Room With a View

Today I'm ruminating on the nature of workspace.  I have been torturing Phillip for a while now, and he has agreed to let me remodel the unfinished space in our garage for a Proper Atelier.  He has also agreed to let me figure out how to pay for it, too.  Dude is so magnanimous.  Above is the third or fourth incarnation of my plan - like everything, it's a work in progress.  I'm asking a lot of one little room:  writing/office, sewing/cutting/blocking, spinning/skeining/winding, reading/relaxing/hiding from my family.  I have elected not to include a sink, because I have not yet gotten into dyeing, which I hope is not something I regret soon.  Can't have everything, right? 

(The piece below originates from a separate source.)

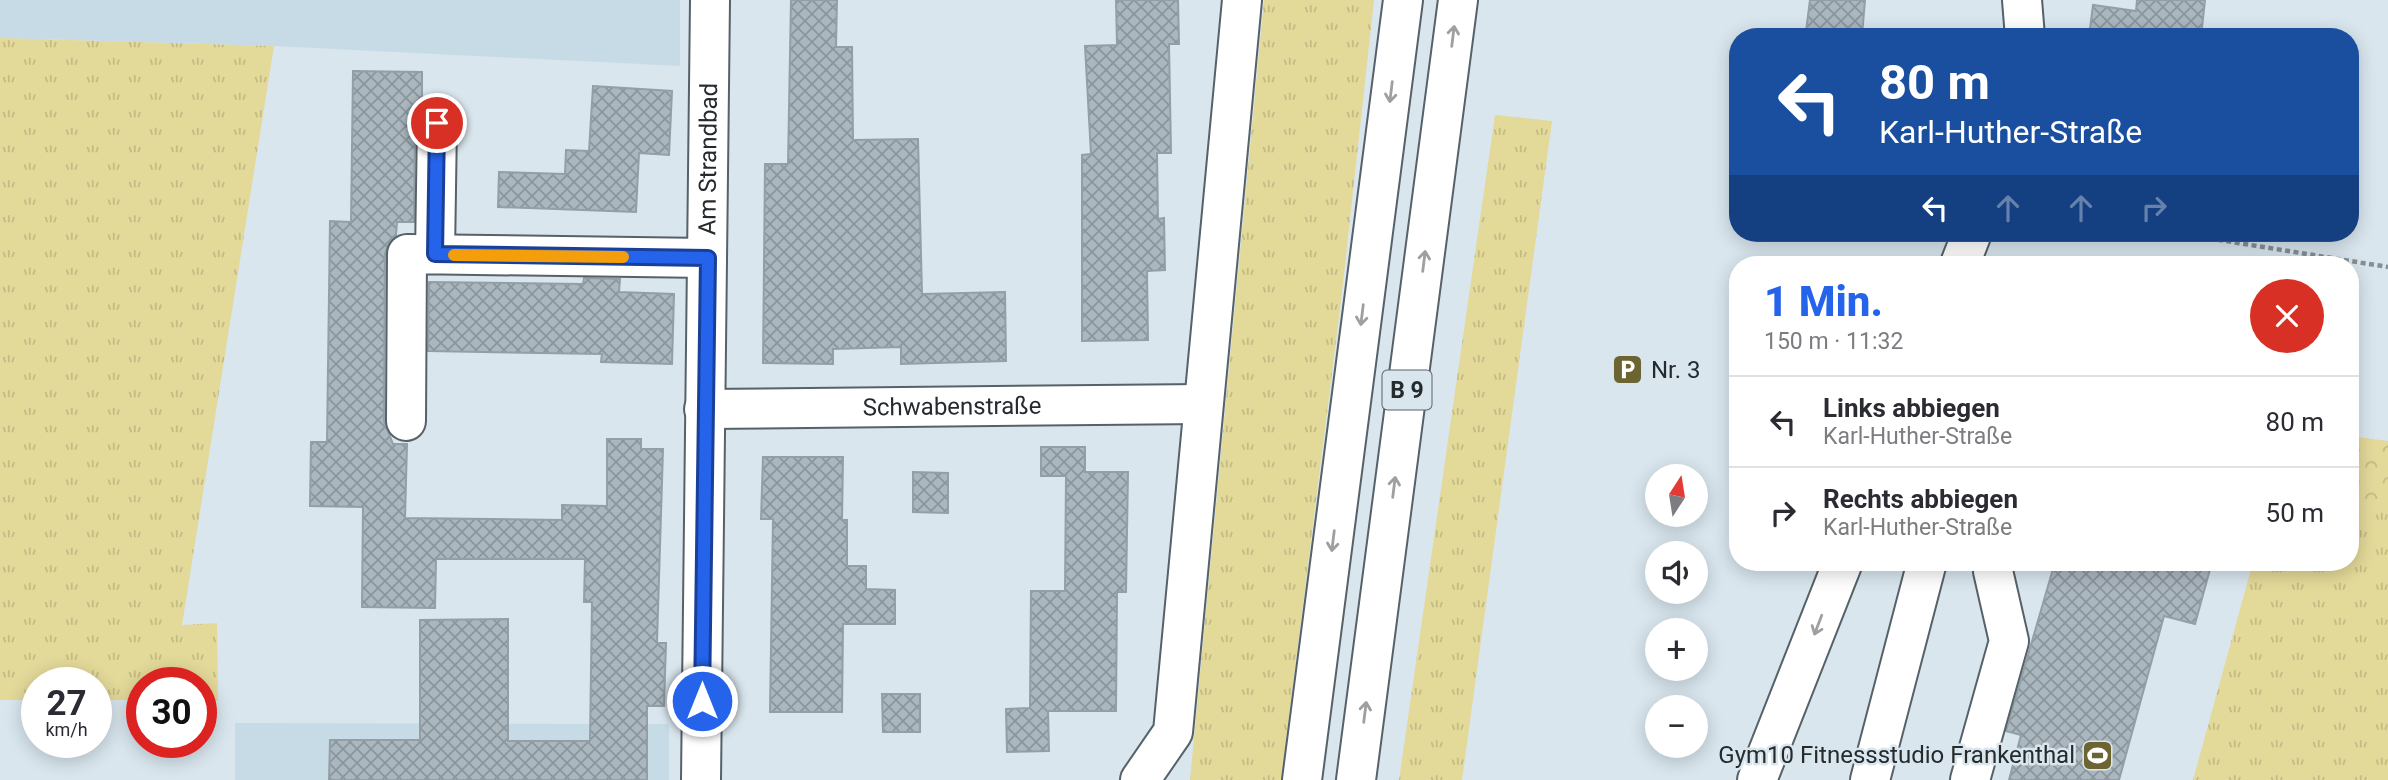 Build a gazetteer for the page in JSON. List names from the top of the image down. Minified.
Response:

So, what have I forgotten?  Tell me what's in your dream studio...
 

Frogged!

Handpainted Vest
I've loved you so
And look how you repay me

Ripped back from shoulders
Down to waist
The frustration will slay me!

I'm meant to wear you
5 days hence
But not the way it's going

The plan that seemed
So Cunning
Now is well and truly

Blowing.

Bag Lady

Like most knitters, I have devoted my life to the quest for the perfect knitting bag.  About every six or eight months, I fall out of love with my current solution and decide there Has To Be a Better Way.  I have tried designer bags, utility bags, fancy-pants bags, no-frills bags, and bagmaster 2000s.  All of therm are both perfect, and totally useless, depending on what I'm trying to stuff into them.  My most recent crusade has been for something that is Big Enough.  By big enough, I mean that I have been experiencing trouble with the size of my projects, relative to the size of my bag.  It turns out that a man's size large top-down raglan turtleneck takes up more room in one's knitting bag than one might think.  It also has a tendency to squish the PB & J you threw in there for lunch, and to obliterate any chance you had of finding/answering your cell phone before it stops ringing. 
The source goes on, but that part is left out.